Mrs. Wilkerson Goes to Washington
Oh boy. This is going to be a long one for sure. Since I
have two types of readers – those that want to know every detail, and those who
just prefer the 50,000 foot level – I have done this as a
choose-your-own-adventure style of post. Immediately below is the high level version
of my story. (Or, at least, as much as I can make it that way.) Lower down,
I have my notes from the meetings I have been in. Enjoy, and thanks for the
support!
Back when Noah had died, there was an evening of us all
sitting around the dinner table, Chris and I and our family and close friends,
just before the funeral. It was a time of life when I fluctuated from being
numb to being so overcome with grief I could hardly breathe. I knew at the time
that stepping up and doing something
to prevent others from going through the excruciating pain that I felt at
having lost my son was going to be part of my journey. We talked a lot about it
that night. My aunt is a legislator in the state of Missouri, and my dad was a
political science major in college, and has since always had a healthy respect
and sense of ease in our governmental processes, and our rights as Americans to
step up and say something if need be. I couldn’t figure out how we would get
there. I just knew that if it was meant to be (and I felt that it was) that
somehow this would all come together.
Through a crazy set of circumstances, the
way to do it appeared in my life, and last May, we were able to change the
way newborn screening is handled in the state of Colorado. I got to fully enjoy
that victory for a day or two before I had a really tough grief week,
ruminating on the fact that I can work hard to save every other baby in my
state, but not my own son, and how completely unfair that was. Also, that we
had won the battle, but what of the war? Things are good in both of my home
states: Missouri and Colorado. But what about the others? Can I rest knowing
that children are at risk there too? That another new family may experience the
gut wrenching moment of their new baby being healthy and normal to not in a split
second? I don’t wish my experience on anybody, so it was time to think bigger.

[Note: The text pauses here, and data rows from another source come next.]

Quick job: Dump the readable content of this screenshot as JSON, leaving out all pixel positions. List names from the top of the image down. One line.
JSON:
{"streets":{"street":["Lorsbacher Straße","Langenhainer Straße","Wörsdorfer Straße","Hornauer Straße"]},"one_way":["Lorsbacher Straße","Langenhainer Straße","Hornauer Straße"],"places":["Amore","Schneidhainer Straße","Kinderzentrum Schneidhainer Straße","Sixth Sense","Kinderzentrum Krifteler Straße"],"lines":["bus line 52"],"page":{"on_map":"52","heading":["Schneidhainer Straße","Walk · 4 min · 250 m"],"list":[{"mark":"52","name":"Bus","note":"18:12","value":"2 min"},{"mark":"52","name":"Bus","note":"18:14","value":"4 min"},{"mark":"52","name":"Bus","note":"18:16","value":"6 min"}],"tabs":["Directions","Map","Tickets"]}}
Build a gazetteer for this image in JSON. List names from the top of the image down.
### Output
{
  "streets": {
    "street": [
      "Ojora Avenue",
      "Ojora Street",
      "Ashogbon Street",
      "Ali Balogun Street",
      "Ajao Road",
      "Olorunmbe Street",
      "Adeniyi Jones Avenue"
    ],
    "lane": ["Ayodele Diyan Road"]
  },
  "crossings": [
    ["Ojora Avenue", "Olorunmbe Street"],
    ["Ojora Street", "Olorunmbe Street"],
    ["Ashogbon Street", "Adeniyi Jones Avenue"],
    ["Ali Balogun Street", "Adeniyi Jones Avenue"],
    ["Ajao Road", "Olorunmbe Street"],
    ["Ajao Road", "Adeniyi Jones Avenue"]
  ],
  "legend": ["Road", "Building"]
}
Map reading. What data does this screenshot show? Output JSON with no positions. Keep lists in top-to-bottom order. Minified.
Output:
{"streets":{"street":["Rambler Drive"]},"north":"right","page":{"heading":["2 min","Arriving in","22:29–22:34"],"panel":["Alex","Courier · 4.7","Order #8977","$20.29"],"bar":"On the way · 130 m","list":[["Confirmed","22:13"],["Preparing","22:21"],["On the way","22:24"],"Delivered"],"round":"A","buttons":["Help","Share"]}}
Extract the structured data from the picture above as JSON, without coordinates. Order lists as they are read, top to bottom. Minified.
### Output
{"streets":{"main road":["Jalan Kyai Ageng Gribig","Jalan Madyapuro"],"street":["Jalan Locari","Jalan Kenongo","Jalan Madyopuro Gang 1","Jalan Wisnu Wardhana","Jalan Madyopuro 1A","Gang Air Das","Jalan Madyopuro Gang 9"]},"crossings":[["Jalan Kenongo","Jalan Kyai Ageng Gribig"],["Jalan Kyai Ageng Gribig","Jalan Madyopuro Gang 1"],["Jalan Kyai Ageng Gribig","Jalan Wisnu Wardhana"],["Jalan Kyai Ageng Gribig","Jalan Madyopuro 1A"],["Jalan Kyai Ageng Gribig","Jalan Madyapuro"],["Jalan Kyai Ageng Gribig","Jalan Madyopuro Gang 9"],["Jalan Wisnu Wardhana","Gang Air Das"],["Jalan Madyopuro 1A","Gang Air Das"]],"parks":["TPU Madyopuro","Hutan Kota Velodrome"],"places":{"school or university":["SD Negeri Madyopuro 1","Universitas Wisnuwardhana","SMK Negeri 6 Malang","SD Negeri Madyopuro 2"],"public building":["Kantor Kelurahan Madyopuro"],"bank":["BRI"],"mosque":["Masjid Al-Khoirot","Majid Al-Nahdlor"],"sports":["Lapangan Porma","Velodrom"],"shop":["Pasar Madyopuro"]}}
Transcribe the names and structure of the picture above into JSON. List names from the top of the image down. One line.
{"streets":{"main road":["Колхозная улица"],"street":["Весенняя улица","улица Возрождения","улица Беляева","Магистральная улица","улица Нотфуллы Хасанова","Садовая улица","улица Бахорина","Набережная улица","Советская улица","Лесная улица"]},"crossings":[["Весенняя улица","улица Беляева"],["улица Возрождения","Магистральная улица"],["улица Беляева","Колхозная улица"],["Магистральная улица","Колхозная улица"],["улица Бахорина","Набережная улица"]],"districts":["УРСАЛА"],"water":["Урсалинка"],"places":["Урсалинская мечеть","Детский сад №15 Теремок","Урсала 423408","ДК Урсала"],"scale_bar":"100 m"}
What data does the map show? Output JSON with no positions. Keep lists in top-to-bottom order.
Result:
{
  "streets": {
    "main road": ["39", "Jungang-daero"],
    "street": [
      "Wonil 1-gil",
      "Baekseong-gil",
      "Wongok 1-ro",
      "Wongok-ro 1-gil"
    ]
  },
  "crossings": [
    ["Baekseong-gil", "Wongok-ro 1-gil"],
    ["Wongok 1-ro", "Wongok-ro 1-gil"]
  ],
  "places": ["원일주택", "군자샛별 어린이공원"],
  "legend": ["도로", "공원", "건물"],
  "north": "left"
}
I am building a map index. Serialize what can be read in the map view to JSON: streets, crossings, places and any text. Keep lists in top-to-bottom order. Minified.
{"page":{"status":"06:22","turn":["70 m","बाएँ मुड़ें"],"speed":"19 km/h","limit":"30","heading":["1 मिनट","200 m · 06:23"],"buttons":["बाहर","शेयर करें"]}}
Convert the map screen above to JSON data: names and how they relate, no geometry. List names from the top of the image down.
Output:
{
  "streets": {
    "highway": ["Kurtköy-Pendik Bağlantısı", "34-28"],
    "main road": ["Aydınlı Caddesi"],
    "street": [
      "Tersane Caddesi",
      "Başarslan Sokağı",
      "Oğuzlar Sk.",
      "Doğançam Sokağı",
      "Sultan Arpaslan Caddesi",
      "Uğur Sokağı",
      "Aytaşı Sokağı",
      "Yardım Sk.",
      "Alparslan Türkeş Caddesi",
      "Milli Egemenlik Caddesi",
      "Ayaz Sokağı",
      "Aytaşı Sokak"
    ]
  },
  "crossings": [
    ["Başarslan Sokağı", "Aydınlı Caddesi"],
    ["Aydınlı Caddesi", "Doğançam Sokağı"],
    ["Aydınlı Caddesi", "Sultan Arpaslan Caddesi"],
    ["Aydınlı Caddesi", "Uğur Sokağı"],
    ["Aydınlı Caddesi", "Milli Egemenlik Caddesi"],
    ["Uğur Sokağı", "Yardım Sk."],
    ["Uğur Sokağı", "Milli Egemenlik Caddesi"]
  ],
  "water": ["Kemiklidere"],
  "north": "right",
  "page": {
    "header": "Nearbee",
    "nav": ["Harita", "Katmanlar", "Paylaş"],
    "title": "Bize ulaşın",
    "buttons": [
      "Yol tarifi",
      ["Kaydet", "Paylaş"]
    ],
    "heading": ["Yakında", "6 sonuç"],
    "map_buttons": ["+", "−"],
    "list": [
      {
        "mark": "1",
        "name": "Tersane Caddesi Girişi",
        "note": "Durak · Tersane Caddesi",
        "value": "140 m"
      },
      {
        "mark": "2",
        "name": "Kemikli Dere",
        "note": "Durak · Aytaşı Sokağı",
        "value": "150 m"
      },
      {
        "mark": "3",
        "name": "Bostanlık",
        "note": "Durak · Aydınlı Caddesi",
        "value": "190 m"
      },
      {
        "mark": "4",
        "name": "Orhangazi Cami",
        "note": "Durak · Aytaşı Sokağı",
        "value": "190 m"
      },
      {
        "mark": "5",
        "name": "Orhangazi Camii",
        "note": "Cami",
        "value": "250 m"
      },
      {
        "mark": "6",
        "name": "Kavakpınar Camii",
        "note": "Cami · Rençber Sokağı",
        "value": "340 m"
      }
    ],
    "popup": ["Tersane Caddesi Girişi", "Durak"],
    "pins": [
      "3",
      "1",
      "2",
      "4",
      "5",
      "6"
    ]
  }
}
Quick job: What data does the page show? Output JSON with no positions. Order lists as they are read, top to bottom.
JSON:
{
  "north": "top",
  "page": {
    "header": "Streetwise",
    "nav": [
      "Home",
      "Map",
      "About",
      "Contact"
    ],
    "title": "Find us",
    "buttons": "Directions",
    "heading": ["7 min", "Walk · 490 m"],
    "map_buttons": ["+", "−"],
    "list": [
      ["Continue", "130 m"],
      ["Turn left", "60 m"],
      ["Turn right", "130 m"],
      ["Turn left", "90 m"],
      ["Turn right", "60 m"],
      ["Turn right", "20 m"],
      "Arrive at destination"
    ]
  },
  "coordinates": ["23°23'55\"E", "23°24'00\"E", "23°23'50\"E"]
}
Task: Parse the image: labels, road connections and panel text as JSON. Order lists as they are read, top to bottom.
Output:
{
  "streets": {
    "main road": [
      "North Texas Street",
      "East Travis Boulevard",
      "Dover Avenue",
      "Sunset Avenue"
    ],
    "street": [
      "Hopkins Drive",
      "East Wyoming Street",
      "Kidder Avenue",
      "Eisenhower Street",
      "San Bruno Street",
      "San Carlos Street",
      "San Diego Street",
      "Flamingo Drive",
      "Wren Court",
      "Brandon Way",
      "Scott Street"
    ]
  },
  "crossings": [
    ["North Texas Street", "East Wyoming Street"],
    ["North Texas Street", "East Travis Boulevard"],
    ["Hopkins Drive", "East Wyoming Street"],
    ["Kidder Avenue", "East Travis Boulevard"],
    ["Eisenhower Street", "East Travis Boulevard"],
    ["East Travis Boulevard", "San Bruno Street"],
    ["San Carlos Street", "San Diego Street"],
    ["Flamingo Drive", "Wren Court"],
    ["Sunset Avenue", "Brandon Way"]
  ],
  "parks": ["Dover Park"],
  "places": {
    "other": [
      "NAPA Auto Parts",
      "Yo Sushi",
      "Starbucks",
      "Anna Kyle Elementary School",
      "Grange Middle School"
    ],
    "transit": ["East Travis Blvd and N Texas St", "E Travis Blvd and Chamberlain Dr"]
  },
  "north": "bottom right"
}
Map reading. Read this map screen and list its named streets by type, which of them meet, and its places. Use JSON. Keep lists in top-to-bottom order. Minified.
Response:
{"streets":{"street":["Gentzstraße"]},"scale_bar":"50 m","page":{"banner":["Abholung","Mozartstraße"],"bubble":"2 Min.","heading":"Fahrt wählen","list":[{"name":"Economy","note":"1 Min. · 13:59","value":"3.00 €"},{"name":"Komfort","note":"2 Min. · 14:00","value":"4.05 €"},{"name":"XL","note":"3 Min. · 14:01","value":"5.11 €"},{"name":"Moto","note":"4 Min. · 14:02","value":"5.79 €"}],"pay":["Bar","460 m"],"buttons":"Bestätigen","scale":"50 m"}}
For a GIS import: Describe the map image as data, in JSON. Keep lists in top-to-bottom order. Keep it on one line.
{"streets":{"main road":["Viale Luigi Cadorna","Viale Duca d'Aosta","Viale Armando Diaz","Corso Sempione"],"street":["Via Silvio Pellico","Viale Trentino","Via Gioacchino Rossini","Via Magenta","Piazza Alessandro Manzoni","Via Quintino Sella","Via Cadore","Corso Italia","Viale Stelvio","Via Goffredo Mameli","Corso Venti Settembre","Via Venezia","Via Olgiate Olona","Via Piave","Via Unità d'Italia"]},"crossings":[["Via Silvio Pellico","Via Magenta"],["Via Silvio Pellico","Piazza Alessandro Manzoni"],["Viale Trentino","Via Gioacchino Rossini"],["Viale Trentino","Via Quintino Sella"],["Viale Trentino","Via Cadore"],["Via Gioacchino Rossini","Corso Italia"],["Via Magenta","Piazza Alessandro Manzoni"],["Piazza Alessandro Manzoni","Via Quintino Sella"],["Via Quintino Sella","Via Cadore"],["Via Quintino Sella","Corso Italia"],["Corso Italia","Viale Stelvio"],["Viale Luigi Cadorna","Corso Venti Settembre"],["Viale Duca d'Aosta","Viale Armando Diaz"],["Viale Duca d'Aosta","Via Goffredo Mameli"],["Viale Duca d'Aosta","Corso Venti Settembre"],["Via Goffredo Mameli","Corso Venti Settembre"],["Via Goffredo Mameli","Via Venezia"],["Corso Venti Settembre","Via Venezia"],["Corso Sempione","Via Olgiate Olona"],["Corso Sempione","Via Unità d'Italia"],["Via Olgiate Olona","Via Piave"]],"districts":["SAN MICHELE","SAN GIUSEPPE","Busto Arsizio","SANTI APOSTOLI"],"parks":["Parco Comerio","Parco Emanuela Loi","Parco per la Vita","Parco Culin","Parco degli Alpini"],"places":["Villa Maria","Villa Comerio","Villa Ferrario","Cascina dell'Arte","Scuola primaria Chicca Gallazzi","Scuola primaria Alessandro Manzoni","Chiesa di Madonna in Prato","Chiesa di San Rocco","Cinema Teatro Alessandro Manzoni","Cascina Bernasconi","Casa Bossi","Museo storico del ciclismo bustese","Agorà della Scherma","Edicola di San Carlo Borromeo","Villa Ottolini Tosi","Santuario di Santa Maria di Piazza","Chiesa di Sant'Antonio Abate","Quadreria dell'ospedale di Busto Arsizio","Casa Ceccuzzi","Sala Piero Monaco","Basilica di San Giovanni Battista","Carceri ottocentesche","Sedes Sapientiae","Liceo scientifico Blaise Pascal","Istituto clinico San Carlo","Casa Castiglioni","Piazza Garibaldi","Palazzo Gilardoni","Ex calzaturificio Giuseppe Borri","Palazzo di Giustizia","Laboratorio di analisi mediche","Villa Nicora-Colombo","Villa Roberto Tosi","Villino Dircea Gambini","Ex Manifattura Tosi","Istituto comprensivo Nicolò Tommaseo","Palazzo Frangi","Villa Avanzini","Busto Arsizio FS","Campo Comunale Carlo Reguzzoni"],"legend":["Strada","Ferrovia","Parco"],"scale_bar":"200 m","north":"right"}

I started off by reaching out to all the contacts that I had
made through our journey to change the Colorado state policies. Does anyone
have any contacts? Can I get on the national news to share my story? Who do I
need to speak to in Washington? How do I get that valuable appointment to do
it? How would we do this trip? I haven’t ever left Aaron overnight since he was
born. How would I handle that? Or would we just all go, plus a grandma to help?
An option that presented itself was the Save Babies Through Screening Foundation.
A mom in Denver saw our story unfold when we pursued legislation at the state
level that was highly active in this group. She contacted me, and we have since
gotten to be Facebook friends. She put me in touch with the leadership of this
group, and it has been interesting to learn from them.
I saw them post on their Facebook page about attending an
upcoming meeting called the Secretary’s
Advisory Committee on Heritable Diseases in Newborns and Children through
the Health Department in Washington DC. I couldn’t breathe when I saw it. (Who
says Facebook is a complete waste of time?!) Basically, the Secretary of Health
and Human Services in Washington DC has an advisory committee of doctors and
geneticists from the CDC, the American Academy of Pediatrics, from all the
leading genetics organizations and labs across the country. They meet to
discuss the latest issues in the field, and then make recommendations to the
Secretary of the Health Department. The Secretary then chooses which things to
make an official policy. Finally! HERE is where I need to be! It was too late
for me to register and go at that specific meeting, but I saw that they meet
once a quarter or so, so I knew September would likely be when the next one
would be.
I contacted the Save Babies Through Screening group and told
them that I would like to speak to this committee, and to ask how I would go
about getting on the agenda. They said that this was the perfect environment to
take my concern, and that they allow comments from the public. Furthermore,
they would pay for my travel to get me there!
The trip came together quickly, just two weeks before the
actual meeting, once we were sure I could register and get on the agenda. I
started to organize my comments and practice them. Everyone said that they
usually give three minutes, so that was what I prepared. I did some shopping to
make sure that I looked really professional and put together as well. I also
did some research into the committee members too. It seemed to me like a large
committee would break up into sub-committees that would address the various
issues brought before the group. Looking at their website, I saw that they have
a laboratory standards and procedures sub-committee, which seemed like a
perfect fit for what I was fighting for – a more aggressive turnaround time on
newborn screening tests. I found lists of the sub-committee members and googled
them to find pictures and any kind of biographical information that would be
relevant so I would easily recognize these people and know how I should address
them when I met them face to face. The Save Babies group also put me in touch
with another mom that was going, and a genetic counselor that advocates for the
group as well as having a more active role with this committee. I also put
together a handout with my story and my contact information that I could give
out to help them remember me when I talked to them. I started to feel nervous,
but ready.
There was some stress over speech length. In the past, they
have given people 5 minutes to talk. More recent meetings, they backed it off
to 3 minutes each. I panned my comments based off of that time estimate. The
week before the meeting, I got an email saying that I would have a minute.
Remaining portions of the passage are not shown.